He never saw the gun.
A sea of bodies separated him from the shooter. Dozens of outstretched hands clawed at him in desperation. Tattered flesh and broken nails dug into the slashed fabric of his uniform; their blood mixed with his own, turning its brilliant shade of blue into a dirty brown.
The resistance was failing.
His muscular form folded like paper as his body buckled under the weight of the explosion; a series of cracks moved up the right half of his torso. Spasms of pain infected every inch of him. He exhaled a sharp cry of pain. Grinding his teeth, he felt as though needles danced across the ribs of the right side of his chest and back. He screwed his eyes shut, forcing himself to take quick, shallow breaths, even as darkness threatened to take him.

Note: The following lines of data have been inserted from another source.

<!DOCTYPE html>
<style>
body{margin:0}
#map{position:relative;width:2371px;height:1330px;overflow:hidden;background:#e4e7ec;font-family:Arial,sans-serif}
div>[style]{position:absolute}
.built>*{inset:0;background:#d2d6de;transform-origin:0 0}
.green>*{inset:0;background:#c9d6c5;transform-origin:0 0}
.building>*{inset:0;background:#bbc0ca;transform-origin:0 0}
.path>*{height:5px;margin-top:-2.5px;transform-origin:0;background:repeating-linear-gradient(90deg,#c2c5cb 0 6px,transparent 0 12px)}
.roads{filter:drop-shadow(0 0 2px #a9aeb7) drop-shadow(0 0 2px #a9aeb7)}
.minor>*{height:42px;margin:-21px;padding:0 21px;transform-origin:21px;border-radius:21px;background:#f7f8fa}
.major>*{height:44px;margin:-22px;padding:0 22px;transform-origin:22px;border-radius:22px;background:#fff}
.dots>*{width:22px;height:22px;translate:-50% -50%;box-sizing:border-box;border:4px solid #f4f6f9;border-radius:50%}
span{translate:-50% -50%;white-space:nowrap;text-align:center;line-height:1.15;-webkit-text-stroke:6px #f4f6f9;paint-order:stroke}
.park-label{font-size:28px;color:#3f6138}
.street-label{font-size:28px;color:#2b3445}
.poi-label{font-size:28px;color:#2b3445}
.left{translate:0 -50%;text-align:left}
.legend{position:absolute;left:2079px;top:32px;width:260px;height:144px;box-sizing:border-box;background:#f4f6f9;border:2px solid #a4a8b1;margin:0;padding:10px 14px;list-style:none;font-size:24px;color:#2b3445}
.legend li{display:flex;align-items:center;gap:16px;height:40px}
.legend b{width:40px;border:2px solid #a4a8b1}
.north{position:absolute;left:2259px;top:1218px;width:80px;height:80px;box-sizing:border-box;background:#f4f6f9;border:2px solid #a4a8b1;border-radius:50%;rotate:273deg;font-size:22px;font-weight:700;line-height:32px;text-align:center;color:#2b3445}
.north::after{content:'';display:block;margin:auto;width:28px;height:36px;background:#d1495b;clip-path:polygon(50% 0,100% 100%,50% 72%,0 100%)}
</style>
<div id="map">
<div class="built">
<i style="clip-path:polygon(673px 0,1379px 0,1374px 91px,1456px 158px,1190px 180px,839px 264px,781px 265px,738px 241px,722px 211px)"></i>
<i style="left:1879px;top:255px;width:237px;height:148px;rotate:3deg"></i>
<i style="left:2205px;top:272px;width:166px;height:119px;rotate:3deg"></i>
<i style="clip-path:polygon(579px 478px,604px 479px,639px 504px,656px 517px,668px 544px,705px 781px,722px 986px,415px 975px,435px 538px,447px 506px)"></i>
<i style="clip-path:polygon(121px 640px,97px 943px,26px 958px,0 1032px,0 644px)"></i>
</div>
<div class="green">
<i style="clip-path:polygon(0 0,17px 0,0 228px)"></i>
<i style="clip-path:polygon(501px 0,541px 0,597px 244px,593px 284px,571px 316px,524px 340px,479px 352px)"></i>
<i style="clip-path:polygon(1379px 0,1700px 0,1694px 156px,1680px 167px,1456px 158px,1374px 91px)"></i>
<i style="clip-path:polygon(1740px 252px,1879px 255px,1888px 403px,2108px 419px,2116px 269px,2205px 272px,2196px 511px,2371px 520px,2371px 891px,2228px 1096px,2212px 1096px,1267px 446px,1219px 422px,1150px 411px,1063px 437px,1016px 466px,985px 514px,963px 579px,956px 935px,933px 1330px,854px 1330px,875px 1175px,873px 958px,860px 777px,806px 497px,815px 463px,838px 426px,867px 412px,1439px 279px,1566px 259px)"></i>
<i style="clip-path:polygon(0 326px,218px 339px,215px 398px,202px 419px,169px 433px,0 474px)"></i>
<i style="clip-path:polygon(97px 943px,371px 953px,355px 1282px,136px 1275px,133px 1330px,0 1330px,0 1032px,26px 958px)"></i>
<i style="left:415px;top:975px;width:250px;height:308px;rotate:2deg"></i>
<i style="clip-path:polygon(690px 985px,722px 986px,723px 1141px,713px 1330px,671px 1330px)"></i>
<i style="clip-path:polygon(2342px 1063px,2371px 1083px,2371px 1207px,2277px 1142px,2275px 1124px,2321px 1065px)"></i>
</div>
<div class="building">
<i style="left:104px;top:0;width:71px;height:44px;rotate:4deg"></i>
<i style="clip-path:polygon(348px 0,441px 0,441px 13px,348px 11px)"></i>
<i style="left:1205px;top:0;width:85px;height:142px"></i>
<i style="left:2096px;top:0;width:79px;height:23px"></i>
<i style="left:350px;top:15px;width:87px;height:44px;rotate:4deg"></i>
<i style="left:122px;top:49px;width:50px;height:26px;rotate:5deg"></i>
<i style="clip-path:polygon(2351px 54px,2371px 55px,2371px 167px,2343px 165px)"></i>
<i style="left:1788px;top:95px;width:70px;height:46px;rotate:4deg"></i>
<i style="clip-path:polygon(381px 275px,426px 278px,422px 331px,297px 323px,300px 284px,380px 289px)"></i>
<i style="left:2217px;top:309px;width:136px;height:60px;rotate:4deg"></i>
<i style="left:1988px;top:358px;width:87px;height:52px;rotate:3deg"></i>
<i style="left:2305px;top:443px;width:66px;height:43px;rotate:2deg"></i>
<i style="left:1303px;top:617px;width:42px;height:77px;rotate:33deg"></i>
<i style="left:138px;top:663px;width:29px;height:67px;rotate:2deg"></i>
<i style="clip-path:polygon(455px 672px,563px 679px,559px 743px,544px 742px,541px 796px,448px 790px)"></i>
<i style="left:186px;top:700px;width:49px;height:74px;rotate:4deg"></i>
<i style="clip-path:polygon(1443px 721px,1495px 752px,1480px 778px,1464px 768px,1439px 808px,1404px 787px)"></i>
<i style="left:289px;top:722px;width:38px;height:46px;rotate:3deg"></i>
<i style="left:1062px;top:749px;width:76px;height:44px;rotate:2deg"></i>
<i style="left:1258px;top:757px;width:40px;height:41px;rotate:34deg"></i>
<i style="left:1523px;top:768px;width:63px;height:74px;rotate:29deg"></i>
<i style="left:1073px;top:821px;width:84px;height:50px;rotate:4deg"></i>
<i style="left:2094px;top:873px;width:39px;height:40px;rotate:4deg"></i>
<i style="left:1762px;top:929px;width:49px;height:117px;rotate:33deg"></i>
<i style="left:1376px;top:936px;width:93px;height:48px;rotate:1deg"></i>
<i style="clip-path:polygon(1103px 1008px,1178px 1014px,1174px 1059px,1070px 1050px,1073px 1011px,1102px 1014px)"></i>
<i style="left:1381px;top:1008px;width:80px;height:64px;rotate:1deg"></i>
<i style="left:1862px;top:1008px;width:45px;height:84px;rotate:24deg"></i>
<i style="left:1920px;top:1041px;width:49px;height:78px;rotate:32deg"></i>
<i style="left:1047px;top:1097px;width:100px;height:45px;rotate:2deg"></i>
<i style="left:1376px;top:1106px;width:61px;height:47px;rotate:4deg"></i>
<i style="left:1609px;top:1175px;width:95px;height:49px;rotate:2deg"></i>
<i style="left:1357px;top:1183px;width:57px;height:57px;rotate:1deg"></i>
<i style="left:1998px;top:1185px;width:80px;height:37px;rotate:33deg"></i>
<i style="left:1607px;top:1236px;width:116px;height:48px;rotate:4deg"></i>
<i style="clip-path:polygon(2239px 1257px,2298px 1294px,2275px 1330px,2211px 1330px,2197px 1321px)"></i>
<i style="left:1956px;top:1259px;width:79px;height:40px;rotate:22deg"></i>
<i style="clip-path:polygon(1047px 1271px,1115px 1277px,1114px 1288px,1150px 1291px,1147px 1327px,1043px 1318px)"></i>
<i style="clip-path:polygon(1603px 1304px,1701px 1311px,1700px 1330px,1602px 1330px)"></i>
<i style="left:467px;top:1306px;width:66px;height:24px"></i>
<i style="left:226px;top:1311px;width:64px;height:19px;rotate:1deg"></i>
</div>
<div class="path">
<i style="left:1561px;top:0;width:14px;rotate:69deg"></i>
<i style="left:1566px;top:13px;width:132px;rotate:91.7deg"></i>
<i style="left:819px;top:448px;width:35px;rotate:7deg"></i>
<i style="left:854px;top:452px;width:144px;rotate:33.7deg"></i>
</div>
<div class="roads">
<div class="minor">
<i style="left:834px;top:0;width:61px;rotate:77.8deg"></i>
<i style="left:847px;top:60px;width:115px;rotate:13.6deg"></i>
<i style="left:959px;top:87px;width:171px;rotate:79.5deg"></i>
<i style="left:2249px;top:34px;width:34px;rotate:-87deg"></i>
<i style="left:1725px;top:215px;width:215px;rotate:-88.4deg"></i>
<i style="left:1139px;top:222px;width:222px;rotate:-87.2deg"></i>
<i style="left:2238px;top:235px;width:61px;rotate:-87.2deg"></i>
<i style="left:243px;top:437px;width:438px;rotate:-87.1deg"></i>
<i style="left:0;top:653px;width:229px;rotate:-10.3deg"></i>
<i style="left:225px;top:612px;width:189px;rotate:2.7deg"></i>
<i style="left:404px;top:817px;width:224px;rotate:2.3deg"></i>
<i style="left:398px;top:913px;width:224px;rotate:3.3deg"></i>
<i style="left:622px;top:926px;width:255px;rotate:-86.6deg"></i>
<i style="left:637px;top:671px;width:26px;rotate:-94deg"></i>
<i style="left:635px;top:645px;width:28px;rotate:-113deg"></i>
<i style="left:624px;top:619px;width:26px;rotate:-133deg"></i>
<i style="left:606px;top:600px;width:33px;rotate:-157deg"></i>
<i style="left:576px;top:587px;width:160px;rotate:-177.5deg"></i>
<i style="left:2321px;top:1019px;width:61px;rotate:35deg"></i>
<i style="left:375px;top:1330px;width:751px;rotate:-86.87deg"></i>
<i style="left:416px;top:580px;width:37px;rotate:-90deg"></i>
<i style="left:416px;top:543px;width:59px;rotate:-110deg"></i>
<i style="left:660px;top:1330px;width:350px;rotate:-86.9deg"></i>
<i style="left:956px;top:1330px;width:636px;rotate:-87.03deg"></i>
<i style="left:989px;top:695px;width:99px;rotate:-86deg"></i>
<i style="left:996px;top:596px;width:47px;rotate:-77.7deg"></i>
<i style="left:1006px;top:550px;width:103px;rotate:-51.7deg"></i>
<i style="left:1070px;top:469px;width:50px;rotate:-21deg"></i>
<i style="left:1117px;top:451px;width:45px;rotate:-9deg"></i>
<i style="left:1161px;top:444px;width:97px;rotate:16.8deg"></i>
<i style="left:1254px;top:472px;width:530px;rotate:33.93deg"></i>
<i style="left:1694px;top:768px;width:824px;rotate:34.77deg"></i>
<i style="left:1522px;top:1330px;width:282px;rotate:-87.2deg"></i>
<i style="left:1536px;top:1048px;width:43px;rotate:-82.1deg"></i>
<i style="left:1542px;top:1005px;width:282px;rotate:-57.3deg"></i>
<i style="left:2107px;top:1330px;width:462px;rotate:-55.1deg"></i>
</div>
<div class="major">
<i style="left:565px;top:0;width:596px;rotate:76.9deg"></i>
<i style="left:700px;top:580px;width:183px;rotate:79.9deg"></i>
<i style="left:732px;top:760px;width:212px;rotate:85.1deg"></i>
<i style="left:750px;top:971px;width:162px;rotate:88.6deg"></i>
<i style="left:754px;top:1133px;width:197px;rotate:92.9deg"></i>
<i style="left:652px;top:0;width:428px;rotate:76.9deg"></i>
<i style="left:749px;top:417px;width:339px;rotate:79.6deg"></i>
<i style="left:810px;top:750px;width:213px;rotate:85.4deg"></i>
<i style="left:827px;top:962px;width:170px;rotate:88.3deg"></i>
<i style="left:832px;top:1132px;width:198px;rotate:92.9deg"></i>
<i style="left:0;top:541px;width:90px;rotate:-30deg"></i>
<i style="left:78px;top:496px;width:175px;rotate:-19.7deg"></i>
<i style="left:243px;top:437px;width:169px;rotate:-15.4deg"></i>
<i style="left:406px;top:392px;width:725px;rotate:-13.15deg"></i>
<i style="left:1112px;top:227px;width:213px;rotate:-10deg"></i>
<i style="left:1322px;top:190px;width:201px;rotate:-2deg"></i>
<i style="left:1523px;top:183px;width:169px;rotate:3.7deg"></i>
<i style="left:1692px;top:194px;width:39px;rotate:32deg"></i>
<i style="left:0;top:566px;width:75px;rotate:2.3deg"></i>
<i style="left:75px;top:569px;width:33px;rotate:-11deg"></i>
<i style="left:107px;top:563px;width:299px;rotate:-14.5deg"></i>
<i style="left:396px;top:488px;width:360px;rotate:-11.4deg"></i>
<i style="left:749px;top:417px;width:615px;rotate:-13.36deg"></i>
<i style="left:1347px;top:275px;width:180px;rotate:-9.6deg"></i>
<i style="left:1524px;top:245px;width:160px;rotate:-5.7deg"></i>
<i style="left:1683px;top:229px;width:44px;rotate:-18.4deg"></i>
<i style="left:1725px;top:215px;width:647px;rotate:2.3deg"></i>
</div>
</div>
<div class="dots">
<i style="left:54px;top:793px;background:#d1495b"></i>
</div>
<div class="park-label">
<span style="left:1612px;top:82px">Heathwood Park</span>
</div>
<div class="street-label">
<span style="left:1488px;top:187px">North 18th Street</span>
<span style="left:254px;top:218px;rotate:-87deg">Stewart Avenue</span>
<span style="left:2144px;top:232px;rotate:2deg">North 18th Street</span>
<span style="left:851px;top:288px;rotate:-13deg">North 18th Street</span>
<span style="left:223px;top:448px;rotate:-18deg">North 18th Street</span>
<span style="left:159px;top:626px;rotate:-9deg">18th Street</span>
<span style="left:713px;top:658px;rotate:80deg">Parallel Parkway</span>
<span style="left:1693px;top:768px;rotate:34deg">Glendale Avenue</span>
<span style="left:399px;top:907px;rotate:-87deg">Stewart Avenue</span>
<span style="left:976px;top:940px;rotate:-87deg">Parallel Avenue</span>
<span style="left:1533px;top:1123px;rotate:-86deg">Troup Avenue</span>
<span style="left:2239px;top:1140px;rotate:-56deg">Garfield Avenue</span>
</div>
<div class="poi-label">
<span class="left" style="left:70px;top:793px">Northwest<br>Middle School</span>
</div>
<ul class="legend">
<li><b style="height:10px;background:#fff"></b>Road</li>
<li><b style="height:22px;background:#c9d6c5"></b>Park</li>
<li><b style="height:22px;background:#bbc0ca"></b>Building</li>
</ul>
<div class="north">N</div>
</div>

Gathering in pools from atop his heavy brow, sweat leaked into the small corners of his eyes. His vision blurred; he caught only glimpses of the carnage before him: marble stone stained red, a sky blackened by the rising flames, concrete painted in bullet shells and shattered glass. But mostly, he saw death – women, men, and children all staring up at him with blank, glassy eyes. Their ashen faces twisted in horror. There was no peace in their passing, no mercy. Some faces, he recognized, others he didn’t.
He never saw the gun, but he heard its shot echo.